Re: improving access to telemetry data

2013-02-28 Thread Justin Lebar
It sounds to me like people want both

1) Easier access to aggregated data so they can build their own
dashboards roughly comparable in features to the current dashboards.

2) Easier access to raw databases so that people can build up more
complex analyses, either by exporting the raw data from the db, or by
analyzing it in the db.

That is, I don't think we can or should export JSON with all the data
in our databases.  That is a lot of data.

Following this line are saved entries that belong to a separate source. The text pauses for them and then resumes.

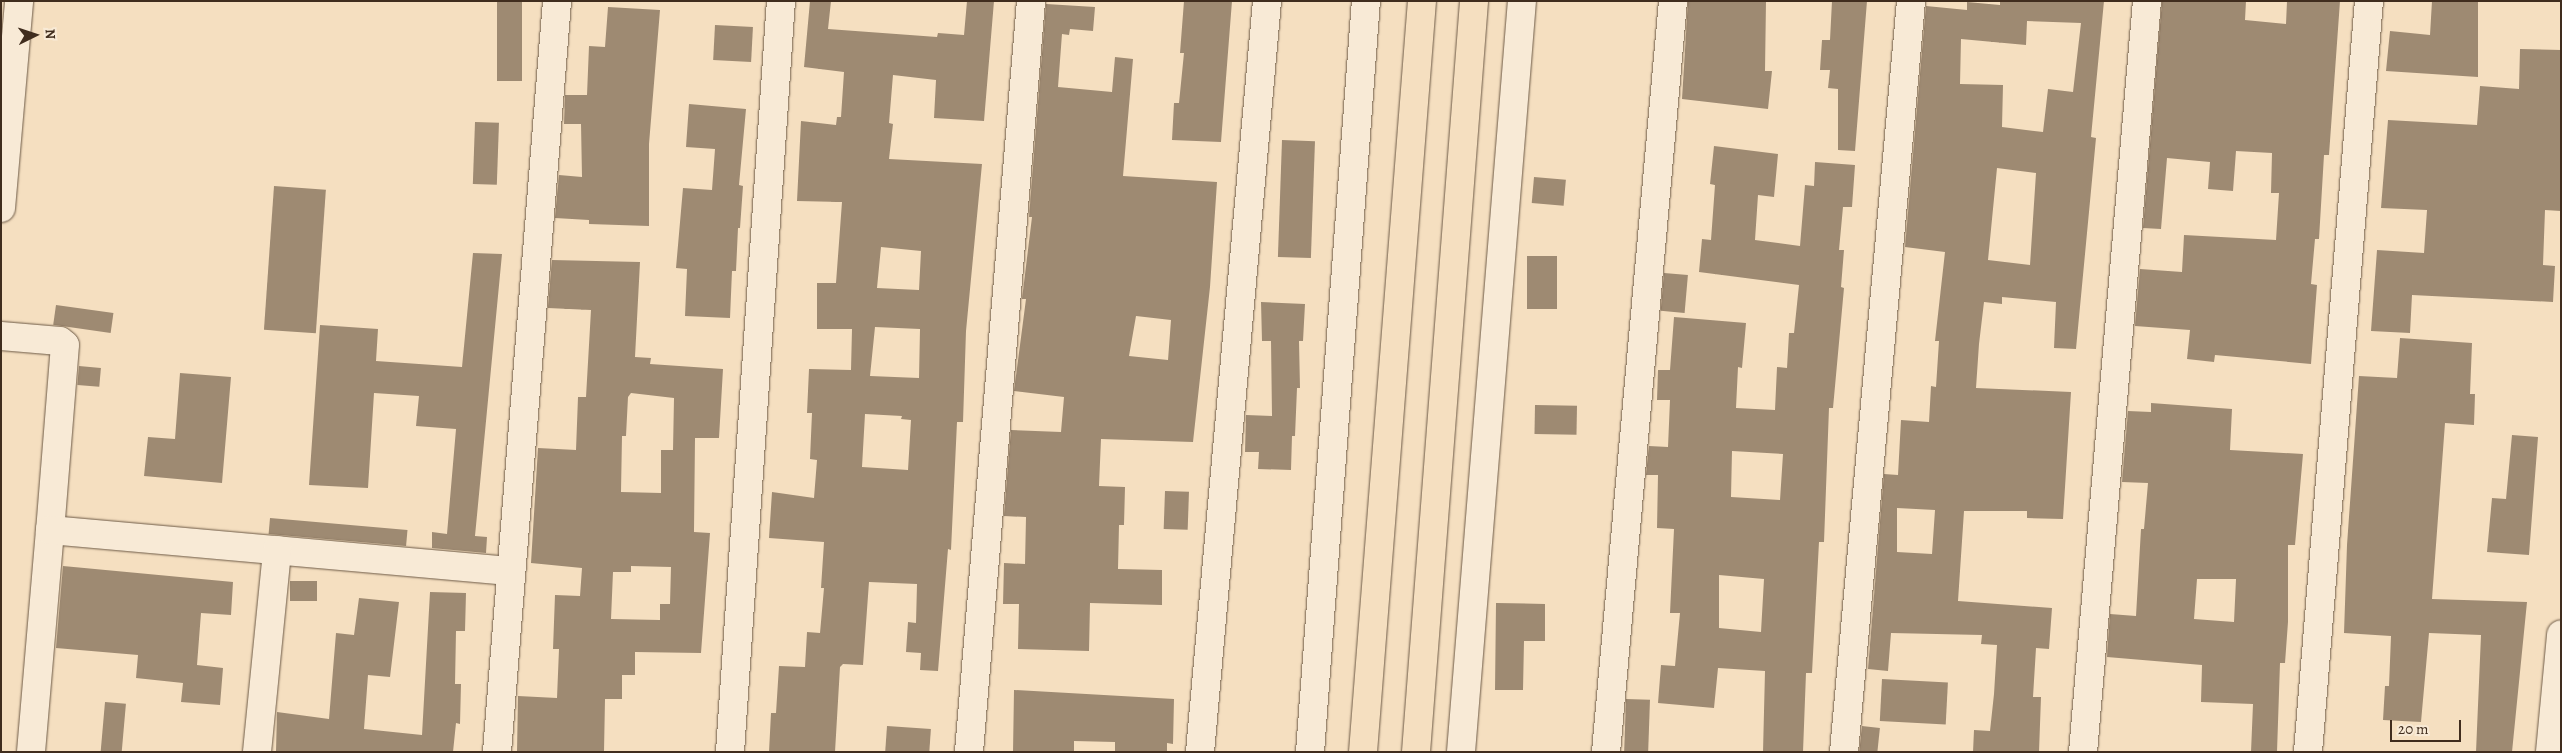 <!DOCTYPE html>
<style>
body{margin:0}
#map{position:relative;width:2562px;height:753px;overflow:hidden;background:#f5dfc0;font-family:Alegreya,serif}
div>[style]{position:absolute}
.building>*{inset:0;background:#9e8a72;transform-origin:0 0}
.roads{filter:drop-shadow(0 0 1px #6d5a46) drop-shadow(0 0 1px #6d5a46)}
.minor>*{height:28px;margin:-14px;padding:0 14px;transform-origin:14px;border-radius:14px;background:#f8ead6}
.major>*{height:28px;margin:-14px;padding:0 14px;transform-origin:14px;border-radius:14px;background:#f5dfc0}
span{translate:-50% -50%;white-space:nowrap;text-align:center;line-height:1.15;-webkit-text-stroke:5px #f8ead6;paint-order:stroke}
.frame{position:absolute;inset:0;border:2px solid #402d1e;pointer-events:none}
.north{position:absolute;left:10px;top:10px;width:50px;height:50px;-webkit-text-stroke:4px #f8ead6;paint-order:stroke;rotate:86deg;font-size:14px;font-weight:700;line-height:20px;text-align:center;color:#402d1e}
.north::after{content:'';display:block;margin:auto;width:18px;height:22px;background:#402d1e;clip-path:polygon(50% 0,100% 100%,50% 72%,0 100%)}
.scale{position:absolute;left:2390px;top:720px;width:71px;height:22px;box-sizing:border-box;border:2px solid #402d1e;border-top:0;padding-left:6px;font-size:15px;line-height:18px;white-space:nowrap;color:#402d1e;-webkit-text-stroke:4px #f8ead6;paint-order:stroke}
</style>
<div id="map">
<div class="building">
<i style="left:497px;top:1px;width:25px;height:80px"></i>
<i style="clip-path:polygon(evenodd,810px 1px,831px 1px,828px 29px,937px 37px,938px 33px,964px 35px,967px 1px,994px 1px,984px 121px,934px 118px,936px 80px,893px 75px,889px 123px,893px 124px,889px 159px,982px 164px,966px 331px,963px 422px,957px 422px,951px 550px,948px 549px,938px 671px,920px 670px,921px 653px,906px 652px,908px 622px,916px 623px,917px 584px,869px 582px,863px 665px,843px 664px,840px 667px,835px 752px,769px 752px,771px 713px,776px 713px,779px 666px,805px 667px,807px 632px,820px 633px,824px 588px,821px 588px,824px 542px,769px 538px,772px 492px,814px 498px,817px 460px,810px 459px,812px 413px,807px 413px,809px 369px,851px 370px,852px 329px,817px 329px,817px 283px,836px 283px,842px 202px,797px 201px,801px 121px,836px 125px,837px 117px,841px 117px,844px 72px,804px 67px,810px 1px,881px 247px,921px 251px,919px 290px,877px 288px,881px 247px,810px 1px,875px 327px,920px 329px,919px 378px,870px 376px,875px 327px,810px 1px,865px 414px,902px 416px,901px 419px,911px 420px,908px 470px,862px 467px,865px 414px)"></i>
<i style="clip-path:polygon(1184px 1px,1232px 1px,1221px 142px,1172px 140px,1174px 103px,1179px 103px,1184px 53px,1180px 53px)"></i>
<i style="clip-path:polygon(1688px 1px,1766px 1px,1765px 71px,1772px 71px,1768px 109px,1682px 99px)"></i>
<i style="clip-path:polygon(1832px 1px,1867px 1px,1855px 151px,1838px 150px,1838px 89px,1828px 88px,1830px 70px,1820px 70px,1822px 40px,1830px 40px)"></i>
<i style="clip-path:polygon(evenodd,2000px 1px,2104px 1px,2091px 137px,2096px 138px,2076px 349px,2054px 348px,2056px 302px,2002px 297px,2002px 304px,1984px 302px,1979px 344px,1976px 388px,2071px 392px,2063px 519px,2027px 518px,2027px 511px,1964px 511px,1958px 601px,2052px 608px,2049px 649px,2036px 648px,2033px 697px,2041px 697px,2039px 752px,1973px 752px,1974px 730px,1990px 731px,1994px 694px,1997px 645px,1981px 644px,1982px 635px,1891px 633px,1888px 671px,1868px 669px,1884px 474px,1898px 475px,1901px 420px,1929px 422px,1931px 386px,1936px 387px,1939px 341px,1935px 341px,1945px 252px,1905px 247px,1926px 6px,1967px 10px,1967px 2px,2000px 5px,2000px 1px,2027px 21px,2081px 23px,2073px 92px,2048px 89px,2043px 132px,2002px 127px,2003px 85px,1960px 84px,1961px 39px,2026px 45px,2027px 21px,2000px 1px,1997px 168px,2036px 173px,2030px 265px,1988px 260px,1997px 168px,2000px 1px,1897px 508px,1935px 510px,1932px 554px,1897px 552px,1897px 508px)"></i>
<i style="clip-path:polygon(2162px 1px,2246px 1px,2245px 20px,2286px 24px,2287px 1px,2340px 1px,2329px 155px,2324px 155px,2319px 239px,2315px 239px,2311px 284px,2317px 285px,2311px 364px,2215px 355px,2214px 362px,2187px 359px,2190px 330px,2135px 326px,2140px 269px,2182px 272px,2184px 235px,2276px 240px,2279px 193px,2271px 193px,2272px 153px,2236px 151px,2233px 191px,2208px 189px,2210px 162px,2167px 158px,2161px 229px,2143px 228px)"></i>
<i style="clip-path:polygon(2432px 1px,2478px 1px,2478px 77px,2386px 71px,2390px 31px,2430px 35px)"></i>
<i style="clip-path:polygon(evenodd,1046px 4px,1095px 7px,1093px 31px,1070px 29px,1069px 35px,1062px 34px,1058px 87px,1112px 92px,1115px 57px,1133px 59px,1123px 176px,1217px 182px,1210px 287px,1193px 442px,1101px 439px,1099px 486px,1125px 487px,1124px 525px,1119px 525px,1118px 569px,1162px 570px,1162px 605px,1090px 603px,1089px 651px,1018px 649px,1019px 604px,1003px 604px,1004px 563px,1025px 564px,1026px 517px,1004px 516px,1011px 430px,1061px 432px,1064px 397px,1014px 391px,1026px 299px,1022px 299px,1032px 217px,1029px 217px,1046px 4px,1136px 316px,1171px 320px,1168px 360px,1129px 356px,1136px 316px)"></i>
<i style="clip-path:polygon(608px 7px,660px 10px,649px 144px,649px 226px,589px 224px,589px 220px,555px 218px,559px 175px,582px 177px,581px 124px,564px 124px,565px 95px,587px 95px,589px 46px,605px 47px)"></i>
<i style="left:715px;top:25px;width:38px;height:35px;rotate:3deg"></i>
<i style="clip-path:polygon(2520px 49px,2561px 50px,2561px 211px,2545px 210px,2543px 265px,2555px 266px,2553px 302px,2412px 295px,2410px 333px,2371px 331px,2377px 250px,2424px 253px,2427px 210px,2381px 208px,2388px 120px,2477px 125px,2480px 86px,2519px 89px)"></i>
<i style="clip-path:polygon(689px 104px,746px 109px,739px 185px,743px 186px,740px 228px,738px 228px,736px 271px,732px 271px,730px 318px,685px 316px,687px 269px,676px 268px,683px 188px,712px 190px,715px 149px,686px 147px)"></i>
<i style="left:475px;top:122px;width:24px;height:62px;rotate:2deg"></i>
<i style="left:1282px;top:140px;width:33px;height:117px;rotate:2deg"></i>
<i style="clip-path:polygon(evenodd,1714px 146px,1778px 154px,1774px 197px,1758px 195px,1755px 240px,1800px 246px,1805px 185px,1814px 186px,1815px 162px,1855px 165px,1852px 207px,1843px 207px,1839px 250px,1844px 250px,1841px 287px,1844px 288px,1833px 408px,1829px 408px,1824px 542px,1819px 542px,1812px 673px,1806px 673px,1803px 752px,1763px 752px,1765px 671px,1718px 668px,1714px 708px,1658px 703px,1661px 665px,1675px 666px,1680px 613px,1670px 613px,1674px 529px,1657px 528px,1658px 475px,1646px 475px,1649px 446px,1668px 447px,1670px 400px,1657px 400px,1658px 370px,1670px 370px,1674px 317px,1746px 323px,1742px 368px,1738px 367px,1736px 408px,1775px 410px,1777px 367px,1787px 368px,1789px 333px,1794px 333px,1799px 285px,1699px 272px,1702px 239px,1711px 240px,1715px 185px,1710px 184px,1714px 146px,1732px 451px,1783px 454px,1780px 500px,1731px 497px,1732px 451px,1714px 146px,1719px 575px,1764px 579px,1761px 632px,1719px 628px,1719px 575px)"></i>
<i style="left:1534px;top:177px;width:32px;height:26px;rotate:5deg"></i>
<i style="left:274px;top:186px;width:52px;height:144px;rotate:4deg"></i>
<i style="clip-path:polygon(473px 253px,502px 254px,475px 536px,487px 537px,486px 553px,432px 548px,432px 532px,447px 534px,456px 429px,416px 426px,419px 396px,374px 393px,368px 488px,309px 485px,320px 325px,378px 329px,376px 361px,462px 367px)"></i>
<i style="left:1527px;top:256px;width:30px;height:53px"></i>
<i style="clip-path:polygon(evenodd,552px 260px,640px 262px,635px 357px,651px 358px,650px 364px,723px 369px,719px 438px,695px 438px,694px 532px,710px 533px,701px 653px,635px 652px,635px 675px,622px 675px,622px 699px,605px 699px,604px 752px,517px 752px,518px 696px,557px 698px,559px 649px,553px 649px,555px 595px,580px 596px,582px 568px,531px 563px,538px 448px,576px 450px,578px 397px,586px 397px,591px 310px,548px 308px,552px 260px,631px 393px,674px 398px,673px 450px,661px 450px,661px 493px,621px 492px,622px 436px,626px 436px,628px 397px,631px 393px,552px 260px,631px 566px,671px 567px,670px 604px,660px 604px,660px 620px,611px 619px,613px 572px,631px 572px,631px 566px)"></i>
<i style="left:1664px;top:273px;width:24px;height:38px;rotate:5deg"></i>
<i style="clip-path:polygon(1261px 302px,1305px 304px,1303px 341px,1299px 341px,1300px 388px,1297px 388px,1295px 436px,1292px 436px,1291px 470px,1258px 469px,1259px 452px,1245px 452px,1246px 415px,1272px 416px,1271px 341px,1262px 341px)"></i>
<i style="left:56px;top:305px;width:58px;height:20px;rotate:8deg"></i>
<i style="clip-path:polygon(2400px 338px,2472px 343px,2470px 394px,2475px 394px,2474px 425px,2445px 423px,2432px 599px,2527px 602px,2512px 752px,2476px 752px,2481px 635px,2429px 633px,2421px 722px,2383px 720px,2385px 686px,2389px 686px,2391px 636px,2344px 633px,2347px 545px,2359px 376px,2397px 378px)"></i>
<i style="left:79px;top:366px;width:22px;height:19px;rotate:5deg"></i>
<i style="clip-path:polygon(180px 373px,231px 377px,222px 483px,144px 476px,148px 437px,175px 439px)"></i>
<i style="clip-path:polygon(evenodd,2151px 403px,2232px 409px,2230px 450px,2303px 454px,2295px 545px,2288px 545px,2288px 622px,2285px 663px,2280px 663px,2277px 752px,2251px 752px,2253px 704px,2201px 702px,2202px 665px,2107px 657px,2110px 614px,2136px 616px,2141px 529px,2144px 529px,2148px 483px,2122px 482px,2128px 411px,2151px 412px,2151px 403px,2197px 579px,2236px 579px,2234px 622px,2194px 619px,2197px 579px)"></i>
<i style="left:1535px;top:405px;width:42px;height:29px;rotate:1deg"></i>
<i style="clip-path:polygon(2512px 435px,2538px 437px,2529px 555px,2487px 552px,2492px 498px,2506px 499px)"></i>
<i style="left:1165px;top:491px;width:24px;height:38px;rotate:2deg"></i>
<i style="left:270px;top:518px;width:138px;height:16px;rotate:5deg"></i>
<i style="clip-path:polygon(63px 566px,233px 582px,231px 615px,201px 613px,197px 665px,223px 668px,220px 705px,181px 702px,183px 683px,136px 678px,138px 655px,56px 648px)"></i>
<i style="left:290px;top:581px;width:27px;height:20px"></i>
<i style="clip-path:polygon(430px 592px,466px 593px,465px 631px,456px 631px,455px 684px,461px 684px,460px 724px,456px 723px,453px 752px,276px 751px,277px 712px,329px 719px,336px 633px,354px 635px,359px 598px,399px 602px,390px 677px,368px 675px,364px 729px,422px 735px)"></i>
<i style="clip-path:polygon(1496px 603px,1545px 604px,1545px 641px,1524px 641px,1523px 690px,1495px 690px)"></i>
<i style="left:1882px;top:679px;width:66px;height:42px;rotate:3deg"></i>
<i style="clip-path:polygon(1014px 690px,1174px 699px,1173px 744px,1167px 743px,1167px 752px,1115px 752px,1115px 742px,1074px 741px,1074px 752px,1013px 752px)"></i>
<i style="left:1626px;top:699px;width:24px;height:53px;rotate:2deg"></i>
<i style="left:105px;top:702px;width:21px;height:50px;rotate:5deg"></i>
<i style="left:887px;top:726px;width:44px;height:26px;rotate:4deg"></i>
<i style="left:1862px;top:726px;width:18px;height:26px;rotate:6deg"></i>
</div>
<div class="roads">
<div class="minor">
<i style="left:1px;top:208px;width:208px;rotate:-85deg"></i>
<i style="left:1px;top:336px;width:59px;rotate:4.8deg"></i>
<i style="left:60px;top:341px;width:6px;rotate:39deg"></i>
<i style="left:65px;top:345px;width:186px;rotate:94.6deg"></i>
<i style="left:31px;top:752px;width:223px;rotate:-85.1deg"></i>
<i style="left:50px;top:530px;width:461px;rotate:5.1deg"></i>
<i style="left:257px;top:752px;width:203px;rotate:-84.3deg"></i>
<i style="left:497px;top:752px;width:753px;rotate:-85.43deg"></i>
<i style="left:730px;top:752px;width:753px;rotate:-86.12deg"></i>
<i style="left:969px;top:752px;width:754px;rotate:-85.28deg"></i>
<i style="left:1200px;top:752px;width:754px;rotate:-84.9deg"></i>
<i style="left:1310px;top:752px;width:753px;rotate:-85.74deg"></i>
<i style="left:1461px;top:752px;width:753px;rotate:-85.36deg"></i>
<i style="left:1606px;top:752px;width:754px;rotate:-84.9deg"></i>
<i style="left:1844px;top:752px;width:754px;rotate:-84.9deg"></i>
<i style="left:2083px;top:752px;width:754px;rotate:-85.13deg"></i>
<i style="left:2308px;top:752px;width:753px;rotate:-85.36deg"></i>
<i style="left:2550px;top:752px;width:118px;rotate:-84.6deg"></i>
</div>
<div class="major">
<i style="left:1363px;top:752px;width:753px;rotate:-85.51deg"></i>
<i style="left:1416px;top:752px;width:753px;rotate:-85.58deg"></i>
</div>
</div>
<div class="frame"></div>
<div class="north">N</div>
<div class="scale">20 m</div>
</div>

On Thu, Feb 28, 2013 at 12:08 PM, Benjamin Smedberg
 wrote:
> On 2/28/2013 10:59 AM, Benoit Jacob wrote:
>>>
>>> Because the raw crash files do not include new metadata fields, this has
>>> led to weird engineering practices like shoving interesting metadata into
>>> the freeform app notes field, and then parsing that data back out later.
>>> I'm worried about perpetuating this kind of behavior, which is hard on
>>> the
>>> database and leads to very arcane queries in many cases.
>>>
>> I don't agree with the notion that freeform fields are bad. freeform plain
>> text is an amazing file format. It allows to add any kind of data without
>> administrative overhead and is still easy to parse (if the data was that
>> was added was formatted with easy parsing in mind).
>
> The obvious disadvantage is that it is much more difficult to
> machine-process. For example elasticsearch can't index on it (at least not
> without lots of custom parsing), and in general you can't ask tools like
> hbase or elasticsearch to filter on that without a user defined function.
> (Regexes might work for some kinds of text processing.)
>
>>
>> But if one considers it a bad thing that people use it, then one should
>> address the issues that are causing people to use it. As you mention, raw
>> crash files may not include newer metadata fields. So maybe that can be
>> fixed by making it easier or even automatable to include new fields in raw
>> crash files?
>
> Yes, that is all filed. We can't automatically include the field, because we
> don't know whether they are supposed to be public or private, but we should
> soon be able to have a dynamically updateable list.
>
> Note that if mcmanus is correct, we're going to be dealing with 1M fields
> per day here. That's a lot more than the 250k from crash-stats, especially
> because the payload is bigger. I believe that the flat files from
> crash-stats are a really useful kludge because we couldn't figure out a
> better way to expose the raw data. But that kludge will start to fall over
> pretty quickly, and perhaps we should just expose a better way to do queries
> using the databases, which are surprisingly good at doing these kinds of
> queries efficiently.
>
>
> --BDS
>
> ___
> dev-platform mailing list
> dev-platform@lists.mozilla.org
> https://lists.mozilla.org/listinfo/dev-platform
___
dev-platform mailing list
dev-platform@lists.mozilla.org
https://lists.mozilla.org/listinfo/dev-platform


Re: improving access to telemetry data

2013-02-28 Thread deinspanjer
On Thursday, February 28, 2013 12:14:52 PM UTC-5, Justin Lebar wrote:
> That is, I don't think we can or should export JSON with all the data
> in our databases.  That is a lot of data.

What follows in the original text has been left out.